Some other interesting notes:

  • Memory wasn't the bottleneck here (at least not GPU memory), so I didn't really see any tangible benefits from FA -- however, I did test with it enabled, and LCPP's CPU FA is so slow it's not even funny
  • There's a bit of an uptick in performance without FA when amb is higher, but its faster for amb to be lower with FA. ???
  • I tried both exps=CPU (which I later found only offloads parts of the FFN to the CPU) and ffn=CPU (which offloads all of the FFN to the CPU as I was originally intending)... but it's slower to use the one which offloads the norms and stuff too! For some reason!
  • I'm not sure whether it's best to build with or without a separate BLAS backend? The docs here and the docs in LCPP don't really clarify, so I went with what people seemed to be using most here for IK (noblas) and compiled LCPP with Blis.

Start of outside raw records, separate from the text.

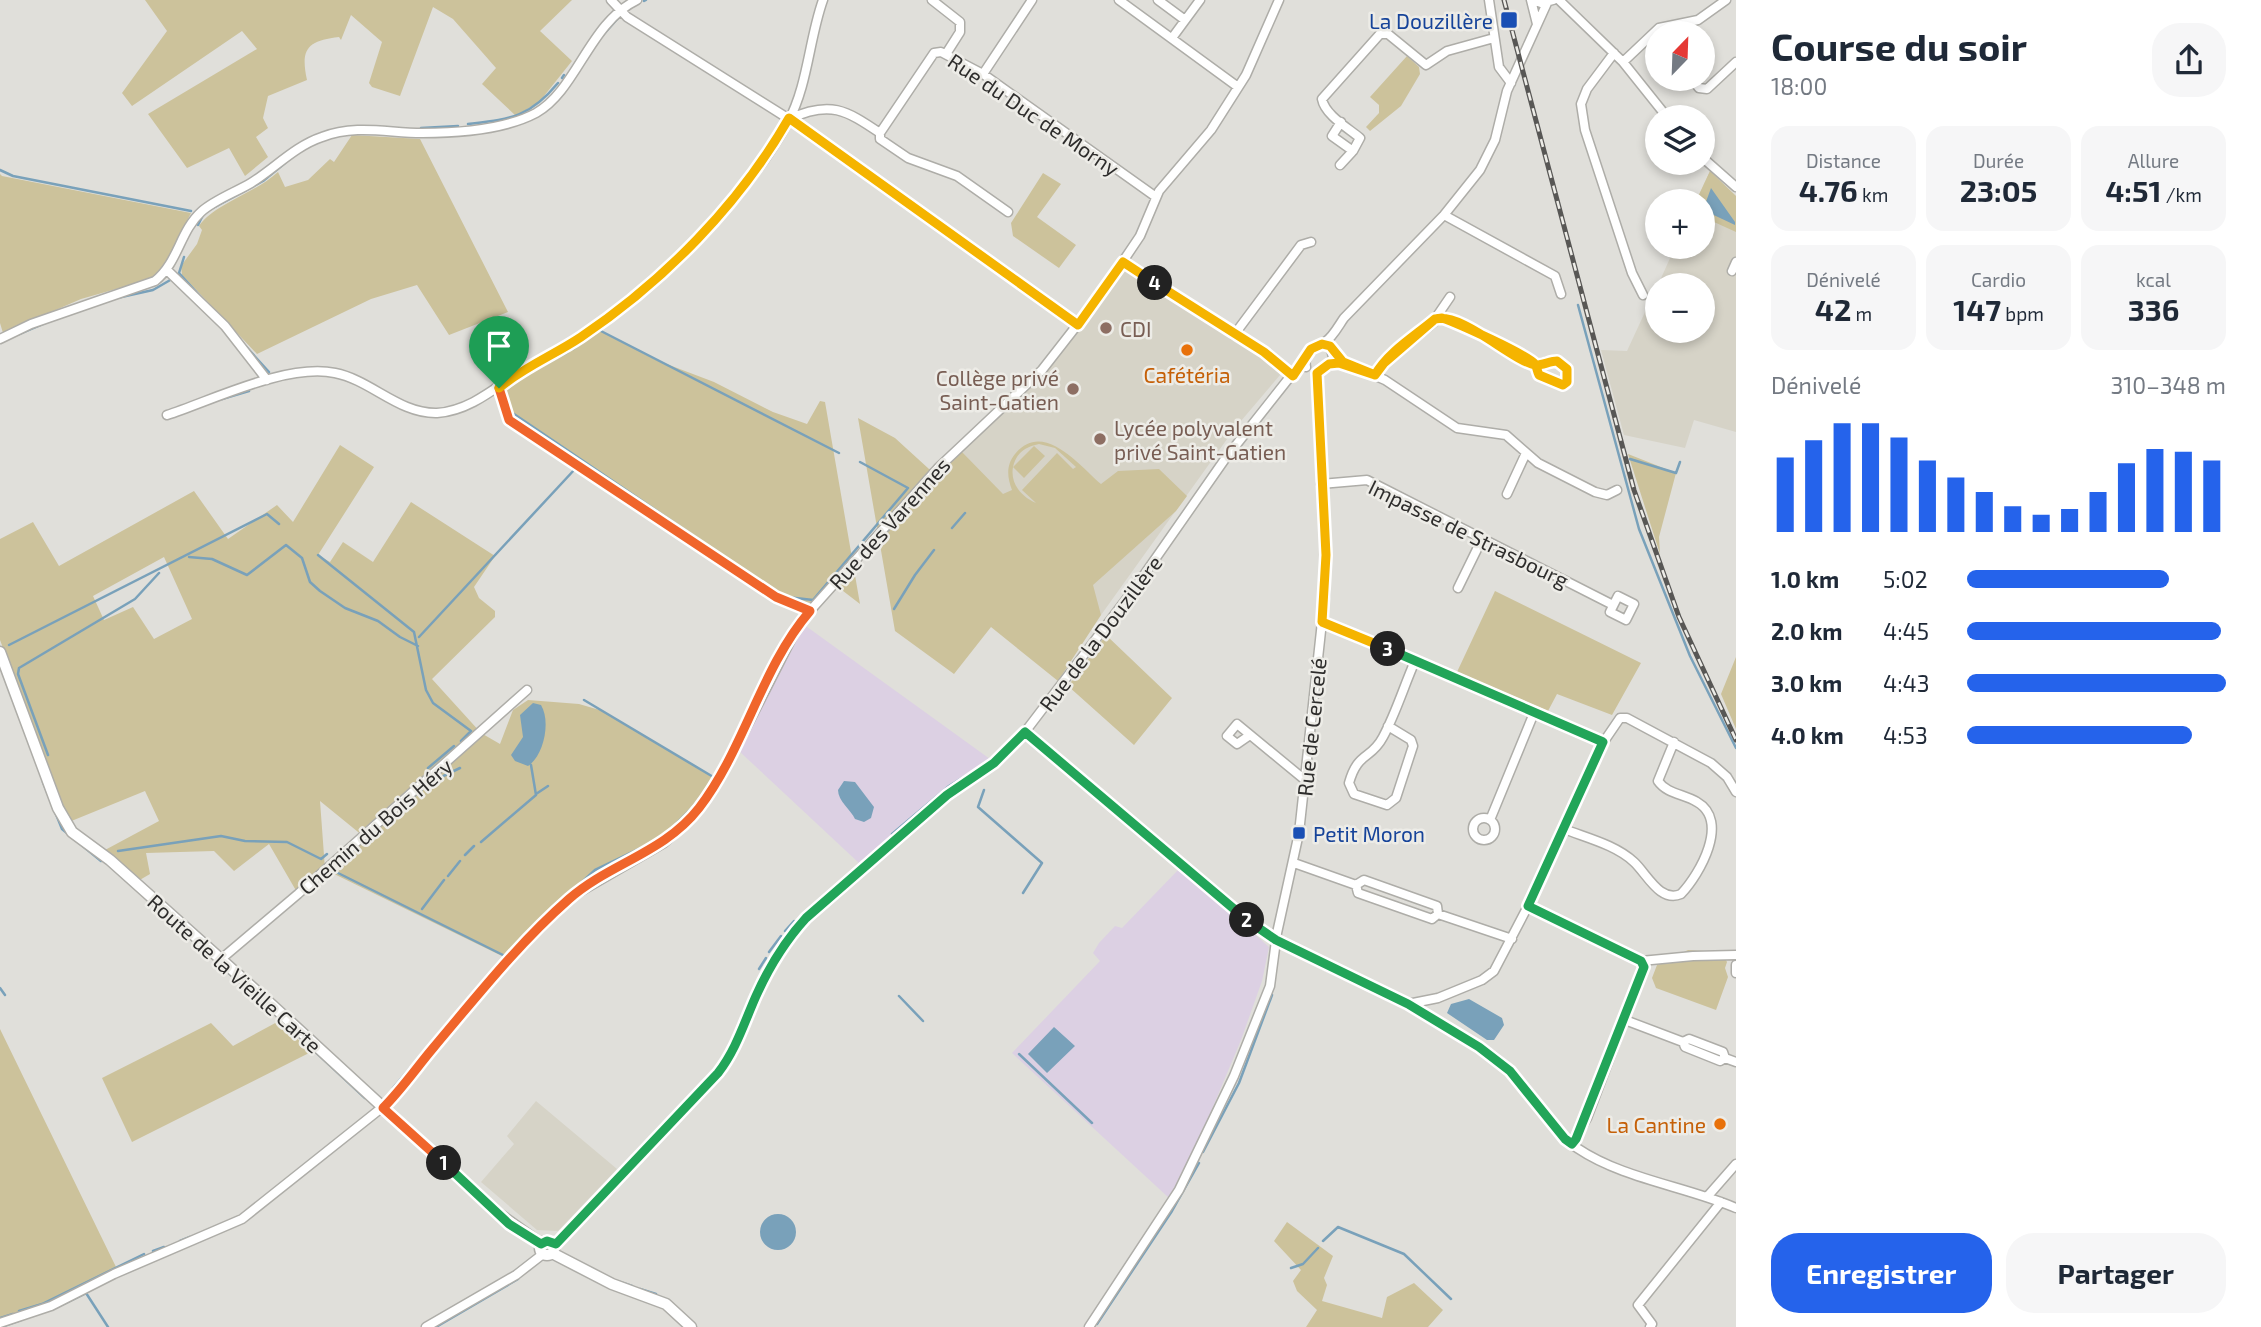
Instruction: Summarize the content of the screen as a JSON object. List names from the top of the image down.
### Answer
{
  "streets": {
    "street": [
      "Rue du Duc de Morny",
      "Rue des Varennes",
      "Impasse de Strasbourg",
      "Rue de la Douzillère",
      "Rue de Cercelé",
      "Chemin du Bois Héry",
      "Route de la Vieille Carte"
    ]
  },
  "crossings": [
    ["Rue du Duc de Morny", "Rue des Varennes"],
    ["Rue des Varennes", "Route de la Vieille Carte"],
    ["Impasse de Strasbourg", "Rue de Cercelé"],
    ["Rue de la Douzillère", "Rue de Cercelé"],
    ["Rue de la Douzillère", "Route de la Vieille Carte"],
    ["Chemin du Bois Héry", "Route de la Vieille Carte"]
  ],
  "places": {
    "transit": ["La Douzillère", "Petit Moron"],
    "other": [
      "CDI",
      "Cafétéria",
      "Collège privé Saint-Gatien",
      "Lycée polyvalent privé Saint-Gatien",
      "La Cantine"
    ]
  },
  "north": "top right",
  "page": {
    "heading": ["Course du soir", "18:00"],
    "map_buttons": ["+", "−"],
    "stats": [
      ["Distance", "4.76 km"],
      ["Durée", "23:05"],
      ["Allure", "4:51 /km"],
      ["Dénivelé", "42 m"],
      ["Cardio", "147 bpm"],
      ["kcal", "336"]
    ],
    "pins": [
      "4",
      "3",
      "2",
      "1"
    ],
    "chart": ["Dénivelé", "310–348 m"],
    "list": [
      {
        "name": "1.0 km",
        "note": "5:02"
      },
      {
        "name": "2.0 km",
        "note": "4:45"
      },
      {
        "name": "3.0 km",
        "note": "4:43"
      },
      {
        "name": "4.0 km",
        "note": "4:53"
      }
    ],
    "buttons": ["Enregistrer", "Partager"]
  }
}
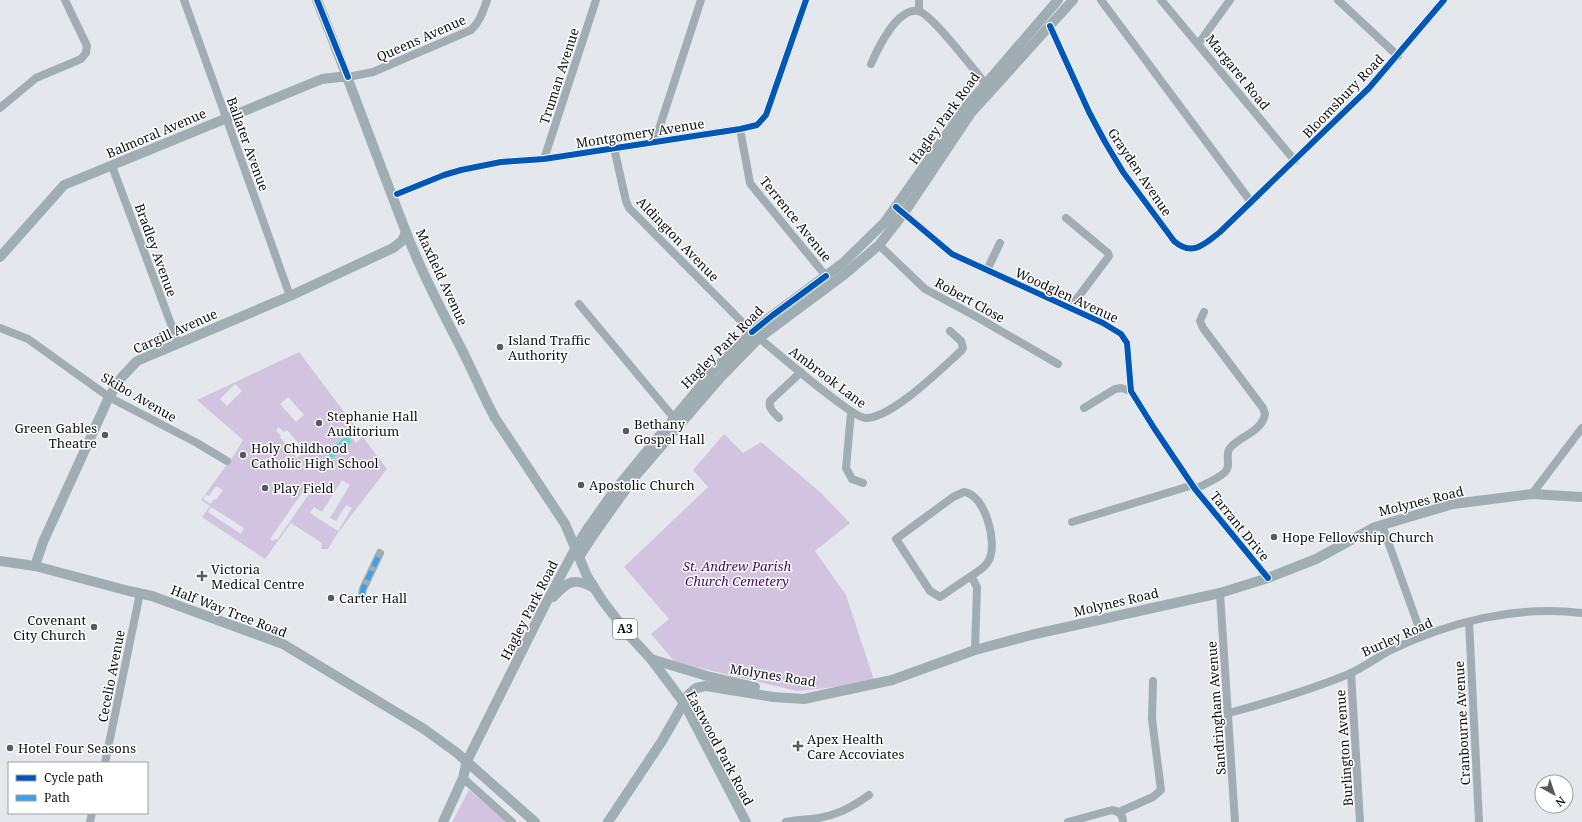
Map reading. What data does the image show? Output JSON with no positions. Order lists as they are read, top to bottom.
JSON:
{
  "streets": {
    "main road": [
      "Hagley Park Road",
      "Balmoral Avenue",
      "Maxfield Avenue",
      "Cargill Avenue",
      "Molynes Road",
      "Half Way Tree Road",
      "A3",
      "Eastwood Park Road"
    ],
    "street": [
      "Queens Avenue",
      "Margaret Road",
      "Truman Avenue",
      "Bloomsbury Road",
      "Montgomery Avenue",
      "Ballater Avenue",
      "Grayden Avenue",
      "Terrence Avenue",
      "Aldington Avenue",
      "Bradley Avenue",
      "Woodglen Avenue",
      "Robert Close",
      "Ambrook Lane",
      "Skibo Avenue",
      "Tarrant Drive",
      "Burley Road",
      "Cecelio Avenue",
      "Sandringham Avenue",
      "Cranbourne Avenue",
      "Burlington Avenue"
    ]
  },
  "crossings": [
    ["Queens Avenue", "Balmoral Avenue"],
    ["Queens Avenue", "Maxfield Avenue"],
    ["Margaret Road", "Bloomsbury Road"],
    ["Truman Avenue", "Montgomery Avenue"],
    ["Bloomsbury Road", "Grayden Avenue"],
    ["Hagley Park Road", "Grayden Avenue"],
    ["Hagley Park Road", "Terrence Avenue"],
    ["Hagley Park Road", "Aldington Avenue"],
    ["Hagley Park Road", "Maxfield Avenue"],
    ["Hagley Park Road", "Woodglen Avenue"],
    ["Hagley Park Road", "Robert Close"],
    ["Hagley Park Road", "Ambrook Lane"],
    ["Hagley Park Road", "Half Way Tree Road"],
    ["Hagley Park Road", "Eastwood Park Road"],
    ["Balmoral Avenue", "Ballater Avenue"],
    ["Balmoral Avenue", "Bradley Avenue"],
    ["Balmoral Avenue", "Maxfield Avenue"],
    ["Montgomery Avenue", "Terrence Avenue"],
    ["Montgomery Avenue", "Aldington Avenue"],
    ["Ballater Avenue", "Cargill Avenue"],
    ["Aldington Avenue", "Ambrook Lane"],
    ["Bradley Avenue", "Cargill Avenue"],
    ["Maxfield Avenue", "Cargill Avenue"],
    ["Maxfield Avenue", "Eastwood Park Road"],
    ["Woodglen Avenue", "Tarrant Drive"],
    ["Cargill Avenue", "Skibo Avenue"],
    ["Cargill Avenue", "Half Way Tree Road"],
    ["Molynes Road", "Tarrant Drive"],
    ["Molynes Road", "Sandringham Avenue"],
    ["Molynes Road", "Eastwood Park Road"],
    ["Half Way Tree Road", "Cecelio Avenue"],
    ["Burley Road", "Sandringham Avenue"],
    ["Burley Road", "Cranbourne Avenue"],
    ["Burley Road", "Burlington Avenue"]
  ],
  "parks": ["St. Andrew Parish Church Cemetery"],
  "places": {
    "other": [
      "Island Traffic Authority",
      "Stephanie Hall Auditorium",
      "Bethany Gospel Hall",
      "Green Gables Theatre",
      "Holy Childhood Catholic High School",
      "Apostolic Church",
      "Play Field",
      "Hope Fellowship Church",
      "Carter Hall",
      "Covenant City Church",
      "Hotel Four Seasons"
    ],
    "health": ["Victoria Medical Centre", "Apex Health Care Accoviates"]
  },
  "legend": ["Cycle path", "Path"],
  "north": "bottom right"
}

I still need to try dense models, CPU without offload, etc etc for this to be a fair comparison, but I hope this is still interesting data :)


🗣️ Discussion

👤 VinnyG9 replied the 2025-05-14 at 12:05:43:

  • I'm not sure whether it's best to build with or without a separate BLAS backend? The docs here and the docs in LCPP don't really clarify, so I went with what people seemed to be using most here for IK (noblas) and compiled LCPP with Blis.

if you don't specify a blas backend it defaults to llamafile i think which is faster in cpu, but not relevant unless you're using -nkvo ?

👤 ikawrakow replied the 2025-05-14 at 12:29:26:

if you don't specify a blas backend it defaults to llamafile i think which is faster in cpu.

No, it does not. This is ik_llama.cpp not llama.cpp. I wrote the matrix multiplication implementation for almost all quants in llamafile and for all quants here, so I know that what I have here is faster than llamafile.